Work item: Starting from the first line below, count every line holding the word "lines", then state the total alone.

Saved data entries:
__________________________________________________

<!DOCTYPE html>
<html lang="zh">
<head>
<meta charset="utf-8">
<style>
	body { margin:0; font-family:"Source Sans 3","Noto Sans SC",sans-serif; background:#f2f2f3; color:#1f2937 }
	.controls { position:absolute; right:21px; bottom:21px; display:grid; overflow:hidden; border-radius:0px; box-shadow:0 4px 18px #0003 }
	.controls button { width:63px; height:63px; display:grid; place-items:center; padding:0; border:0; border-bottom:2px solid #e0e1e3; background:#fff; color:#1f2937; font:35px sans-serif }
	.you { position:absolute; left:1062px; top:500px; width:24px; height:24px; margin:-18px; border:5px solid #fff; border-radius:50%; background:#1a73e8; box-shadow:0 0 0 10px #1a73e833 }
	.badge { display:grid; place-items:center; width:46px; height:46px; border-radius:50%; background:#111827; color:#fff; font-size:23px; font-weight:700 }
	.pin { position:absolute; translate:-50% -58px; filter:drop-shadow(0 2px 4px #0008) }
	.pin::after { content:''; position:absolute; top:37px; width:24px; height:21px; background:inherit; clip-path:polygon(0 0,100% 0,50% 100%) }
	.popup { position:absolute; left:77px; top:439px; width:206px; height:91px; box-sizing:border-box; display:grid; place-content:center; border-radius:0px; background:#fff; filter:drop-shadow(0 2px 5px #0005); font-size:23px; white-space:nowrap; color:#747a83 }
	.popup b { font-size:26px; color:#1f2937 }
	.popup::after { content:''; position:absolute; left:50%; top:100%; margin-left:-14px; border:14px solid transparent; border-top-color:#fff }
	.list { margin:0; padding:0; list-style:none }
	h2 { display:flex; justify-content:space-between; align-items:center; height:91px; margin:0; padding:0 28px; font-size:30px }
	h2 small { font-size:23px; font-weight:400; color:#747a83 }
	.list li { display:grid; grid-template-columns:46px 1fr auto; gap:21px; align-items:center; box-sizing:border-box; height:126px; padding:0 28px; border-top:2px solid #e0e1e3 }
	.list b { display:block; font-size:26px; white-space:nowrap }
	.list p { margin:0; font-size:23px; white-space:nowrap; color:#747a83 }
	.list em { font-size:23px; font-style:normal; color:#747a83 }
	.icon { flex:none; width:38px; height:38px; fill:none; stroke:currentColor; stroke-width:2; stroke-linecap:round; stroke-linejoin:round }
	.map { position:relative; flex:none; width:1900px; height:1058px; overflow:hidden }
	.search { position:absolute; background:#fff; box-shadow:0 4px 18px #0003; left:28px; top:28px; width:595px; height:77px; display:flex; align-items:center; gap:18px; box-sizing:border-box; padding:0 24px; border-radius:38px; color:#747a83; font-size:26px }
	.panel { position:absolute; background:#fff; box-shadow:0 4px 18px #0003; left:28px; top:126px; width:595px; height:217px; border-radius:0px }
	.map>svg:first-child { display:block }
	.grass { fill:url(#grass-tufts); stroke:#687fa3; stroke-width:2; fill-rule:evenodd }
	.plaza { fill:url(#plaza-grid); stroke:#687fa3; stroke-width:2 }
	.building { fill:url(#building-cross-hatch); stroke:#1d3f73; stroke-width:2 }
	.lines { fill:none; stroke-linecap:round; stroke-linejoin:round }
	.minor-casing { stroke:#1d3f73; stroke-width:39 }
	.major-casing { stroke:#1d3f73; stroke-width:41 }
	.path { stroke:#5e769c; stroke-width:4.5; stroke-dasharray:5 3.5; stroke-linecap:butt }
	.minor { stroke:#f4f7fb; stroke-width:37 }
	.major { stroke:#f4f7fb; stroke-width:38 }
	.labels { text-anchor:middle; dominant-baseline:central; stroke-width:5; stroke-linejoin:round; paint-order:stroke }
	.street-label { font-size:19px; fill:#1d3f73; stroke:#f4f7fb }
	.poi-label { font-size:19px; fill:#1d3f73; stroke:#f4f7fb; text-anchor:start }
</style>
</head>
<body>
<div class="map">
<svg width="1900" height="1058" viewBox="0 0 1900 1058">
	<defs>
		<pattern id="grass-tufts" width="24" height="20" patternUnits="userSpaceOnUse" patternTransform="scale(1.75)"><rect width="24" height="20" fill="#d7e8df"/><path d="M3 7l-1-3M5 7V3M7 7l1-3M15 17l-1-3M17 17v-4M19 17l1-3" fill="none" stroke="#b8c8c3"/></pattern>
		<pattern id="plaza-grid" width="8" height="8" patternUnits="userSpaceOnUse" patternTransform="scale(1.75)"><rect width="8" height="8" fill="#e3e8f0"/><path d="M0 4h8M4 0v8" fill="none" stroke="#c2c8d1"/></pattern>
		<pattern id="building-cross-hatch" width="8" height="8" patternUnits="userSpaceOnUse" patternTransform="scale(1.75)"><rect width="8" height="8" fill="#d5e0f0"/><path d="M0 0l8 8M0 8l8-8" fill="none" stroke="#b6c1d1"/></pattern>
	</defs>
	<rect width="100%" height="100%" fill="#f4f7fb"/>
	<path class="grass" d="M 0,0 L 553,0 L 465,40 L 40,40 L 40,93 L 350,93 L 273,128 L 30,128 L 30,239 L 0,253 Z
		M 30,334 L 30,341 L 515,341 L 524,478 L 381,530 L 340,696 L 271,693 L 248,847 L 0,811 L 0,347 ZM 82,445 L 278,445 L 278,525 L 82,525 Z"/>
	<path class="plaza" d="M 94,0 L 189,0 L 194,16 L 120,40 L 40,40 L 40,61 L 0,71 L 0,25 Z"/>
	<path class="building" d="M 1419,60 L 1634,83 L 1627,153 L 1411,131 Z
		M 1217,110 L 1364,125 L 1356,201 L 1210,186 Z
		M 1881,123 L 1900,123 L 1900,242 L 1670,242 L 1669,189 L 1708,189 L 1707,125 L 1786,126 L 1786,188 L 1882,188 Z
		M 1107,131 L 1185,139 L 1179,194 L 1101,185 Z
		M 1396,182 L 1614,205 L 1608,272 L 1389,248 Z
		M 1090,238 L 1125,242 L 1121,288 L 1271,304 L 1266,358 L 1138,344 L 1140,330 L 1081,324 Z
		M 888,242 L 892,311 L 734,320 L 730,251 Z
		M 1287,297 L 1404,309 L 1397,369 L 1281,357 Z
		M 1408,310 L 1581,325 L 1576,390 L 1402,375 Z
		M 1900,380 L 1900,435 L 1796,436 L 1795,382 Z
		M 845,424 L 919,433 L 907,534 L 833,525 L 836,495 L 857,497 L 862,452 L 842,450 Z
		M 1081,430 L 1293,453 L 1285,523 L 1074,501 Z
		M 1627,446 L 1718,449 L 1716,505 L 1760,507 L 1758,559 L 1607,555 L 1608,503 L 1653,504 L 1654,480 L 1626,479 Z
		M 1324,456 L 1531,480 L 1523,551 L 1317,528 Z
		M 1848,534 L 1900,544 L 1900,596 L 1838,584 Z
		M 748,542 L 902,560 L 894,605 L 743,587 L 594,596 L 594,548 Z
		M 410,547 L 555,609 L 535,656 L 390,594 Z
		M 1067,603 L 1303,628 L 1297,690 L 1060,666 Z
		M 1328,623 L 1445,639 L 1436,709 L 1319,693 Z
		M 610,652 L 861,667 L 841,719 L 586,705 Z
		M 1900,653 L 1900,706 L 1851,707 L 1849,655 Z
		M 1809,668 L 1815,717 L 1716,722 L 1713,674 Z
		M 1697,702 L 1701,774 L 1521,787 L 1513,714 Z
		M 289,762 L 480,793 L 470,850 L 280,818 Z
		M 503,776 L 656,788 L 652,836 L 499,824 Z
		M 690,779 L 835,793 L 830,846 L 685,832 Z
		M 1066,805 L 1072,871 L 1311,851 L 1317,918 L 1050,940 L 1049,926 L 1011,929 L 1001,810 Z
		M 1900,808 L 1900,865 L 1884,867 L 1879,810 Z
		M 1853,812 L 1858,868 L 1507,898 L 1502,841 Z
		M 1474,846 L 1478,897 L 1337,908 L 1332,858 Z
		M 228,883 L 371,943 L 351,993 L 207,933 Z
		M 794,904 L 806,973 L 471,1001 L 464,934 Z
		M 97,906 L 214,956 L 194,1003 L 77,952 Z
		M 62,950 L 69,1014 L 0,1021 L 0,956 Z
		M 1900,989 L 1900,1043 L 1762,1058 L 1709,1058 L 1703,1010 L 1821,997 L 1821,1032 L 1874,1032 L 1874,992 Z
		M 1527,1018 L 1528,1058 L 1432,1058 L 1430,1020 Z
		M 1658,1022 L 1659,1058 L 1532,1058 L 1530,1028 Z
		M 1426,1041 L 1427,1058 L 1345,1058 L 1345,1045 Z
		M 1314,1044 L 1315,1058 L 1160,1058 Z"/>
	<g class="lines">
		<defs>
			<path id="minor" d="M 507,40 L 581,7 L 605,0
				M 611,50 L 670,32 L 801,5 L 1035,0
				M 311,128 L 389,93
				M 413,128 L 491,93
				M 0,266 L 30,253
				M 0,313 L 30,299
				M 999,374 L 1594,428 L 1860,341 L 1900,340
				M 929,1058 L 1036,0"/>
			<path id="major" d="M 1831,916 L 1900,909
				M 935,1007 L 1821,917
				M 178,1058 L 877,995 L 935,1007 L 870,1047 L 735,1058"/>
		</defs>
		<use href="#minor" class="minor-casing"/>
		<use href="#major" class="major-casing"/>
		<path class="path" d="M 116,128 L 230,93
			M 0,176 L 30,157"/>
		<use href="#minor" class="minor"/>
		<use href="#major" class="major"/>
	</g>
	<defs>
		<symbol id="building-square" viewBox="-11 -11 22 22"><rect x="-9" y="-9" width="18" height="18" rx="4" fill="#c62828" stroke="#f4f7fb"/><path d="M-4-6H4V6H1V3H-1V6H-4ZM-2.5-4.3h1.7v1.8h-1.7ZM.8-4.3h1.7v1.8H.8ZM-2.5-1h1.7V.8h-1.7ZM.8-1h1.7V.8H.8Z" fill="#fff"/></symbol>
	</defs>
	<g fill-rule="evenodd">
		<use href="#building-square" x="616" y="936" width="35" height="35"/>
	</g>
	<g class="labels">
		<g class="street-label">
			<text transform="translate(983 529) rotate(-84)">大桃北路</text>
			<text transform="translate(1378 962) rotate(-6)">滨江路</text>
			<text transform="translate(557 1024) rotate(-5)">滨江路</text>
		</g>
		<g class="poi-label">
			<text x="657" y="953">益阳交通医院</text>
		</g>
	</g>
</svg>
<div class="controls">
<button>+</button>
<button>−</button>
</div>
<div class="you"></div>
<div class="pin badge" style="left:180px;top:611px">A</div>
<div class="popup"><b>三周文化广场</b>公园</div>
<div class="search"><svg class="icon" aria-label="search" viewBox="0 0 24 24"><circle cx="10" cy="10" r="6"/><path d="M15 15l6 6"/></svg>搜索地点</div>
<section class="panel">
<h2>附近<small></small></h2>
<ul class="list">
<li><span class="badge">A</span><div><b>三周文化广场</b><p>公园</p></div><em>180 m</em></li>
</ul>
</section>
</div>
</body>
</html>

__________________________________________________

Solution to this problem: 2